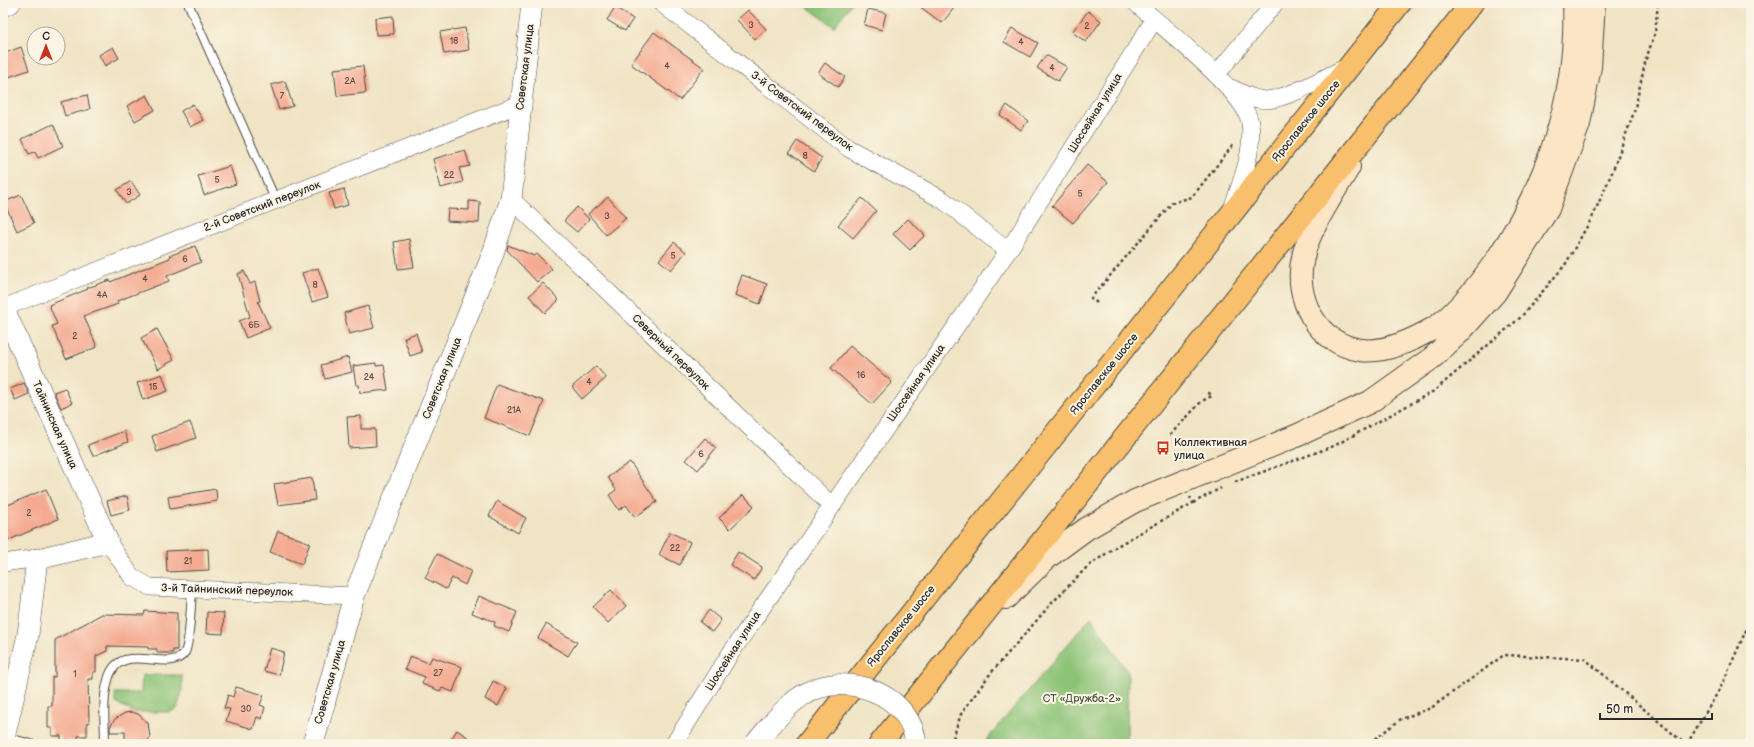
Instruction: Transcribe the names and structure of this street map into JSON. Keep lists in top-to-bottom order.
--
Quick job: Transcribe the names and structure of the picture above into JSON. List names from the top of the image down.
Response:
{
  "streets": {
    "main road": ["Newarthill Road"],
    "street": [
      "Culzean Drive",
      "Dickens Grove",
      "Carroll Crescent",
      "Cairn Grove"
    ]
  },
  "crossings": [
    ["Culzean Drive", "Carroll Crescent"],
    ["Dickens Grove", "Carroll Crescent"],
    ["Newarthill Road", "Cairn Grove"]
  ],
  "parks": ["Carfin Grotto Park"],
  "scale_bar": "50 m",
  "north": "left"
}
--
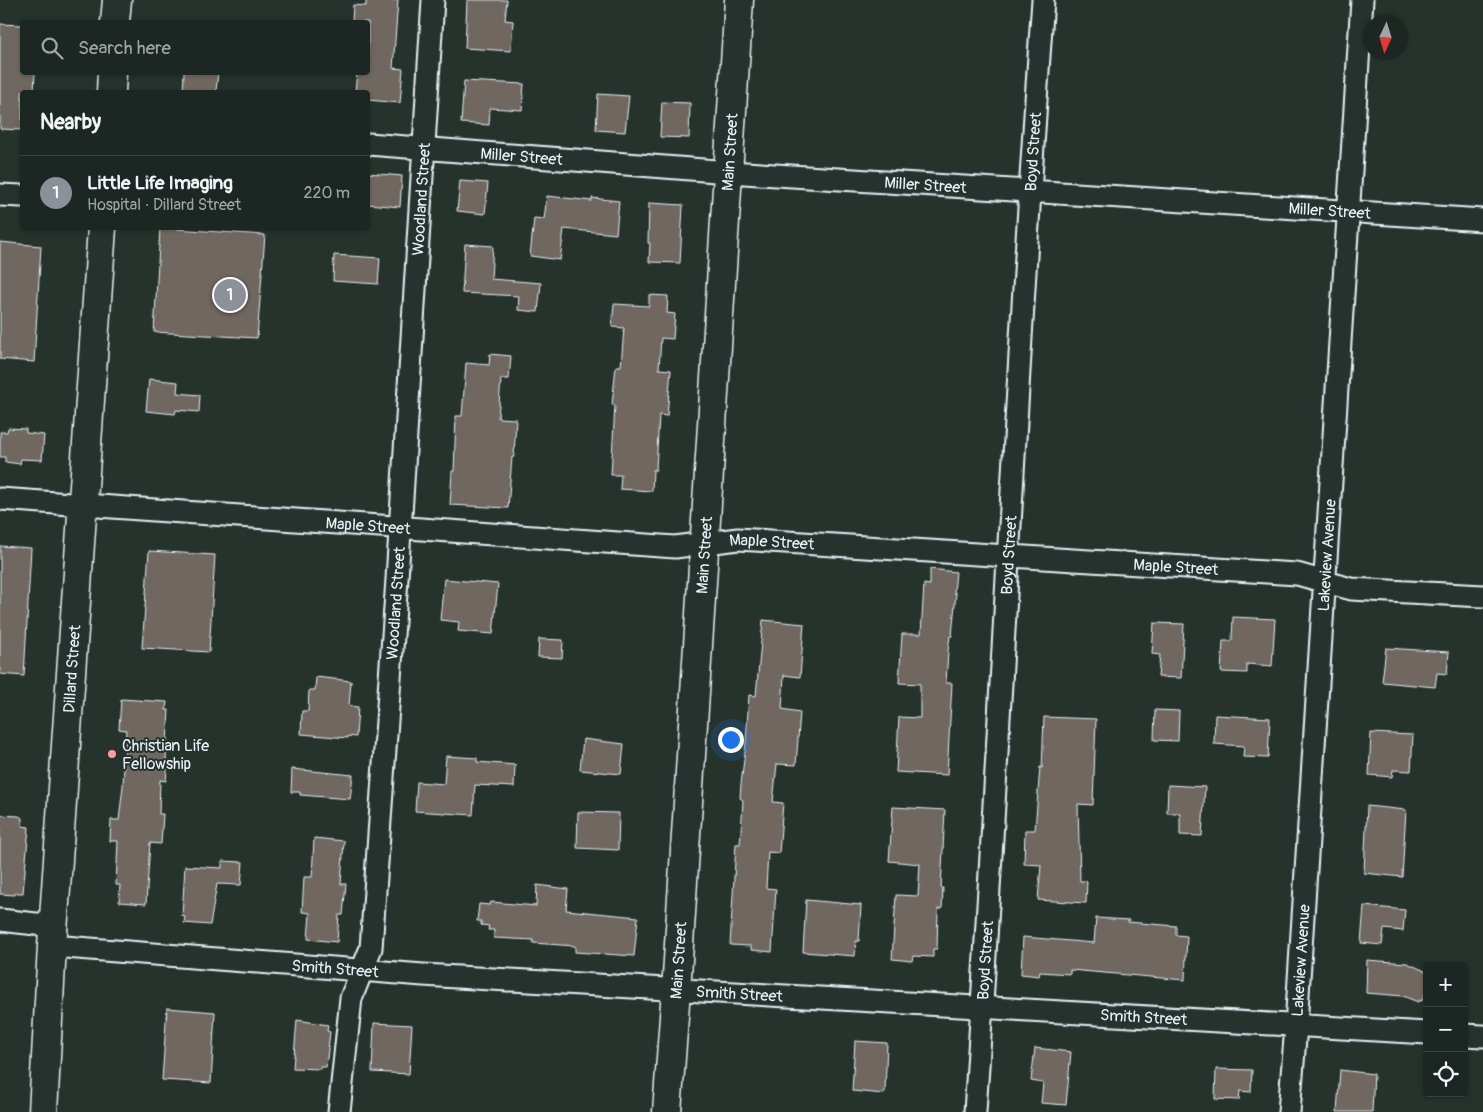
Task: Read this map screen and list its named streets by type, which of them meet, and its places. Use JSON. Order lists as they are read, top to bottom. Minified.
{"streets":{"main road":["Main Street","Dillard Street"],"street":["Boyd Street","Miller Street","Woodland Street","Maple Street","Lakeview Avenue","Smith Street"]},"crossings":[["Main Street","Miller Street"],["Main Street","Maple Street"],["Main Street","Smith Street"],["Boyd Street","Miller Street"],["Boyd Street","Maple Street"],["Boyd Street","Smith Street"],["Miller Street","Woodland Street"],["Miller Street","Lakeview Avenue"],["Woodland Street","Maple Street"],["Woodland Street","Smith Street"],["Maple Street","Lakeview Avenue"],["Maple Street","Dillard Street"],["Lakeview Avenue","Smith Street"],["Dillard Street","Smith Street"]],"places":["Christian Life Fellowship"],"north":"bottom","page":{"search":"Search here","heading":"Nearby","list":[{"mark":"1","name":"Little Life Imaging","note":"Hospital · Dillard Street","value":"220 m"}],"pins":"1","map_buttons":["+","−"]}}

■ What to produce ■
How many of the lines in the records include the word "names"? Only the number should be given.

■ Result of this exercise ■
2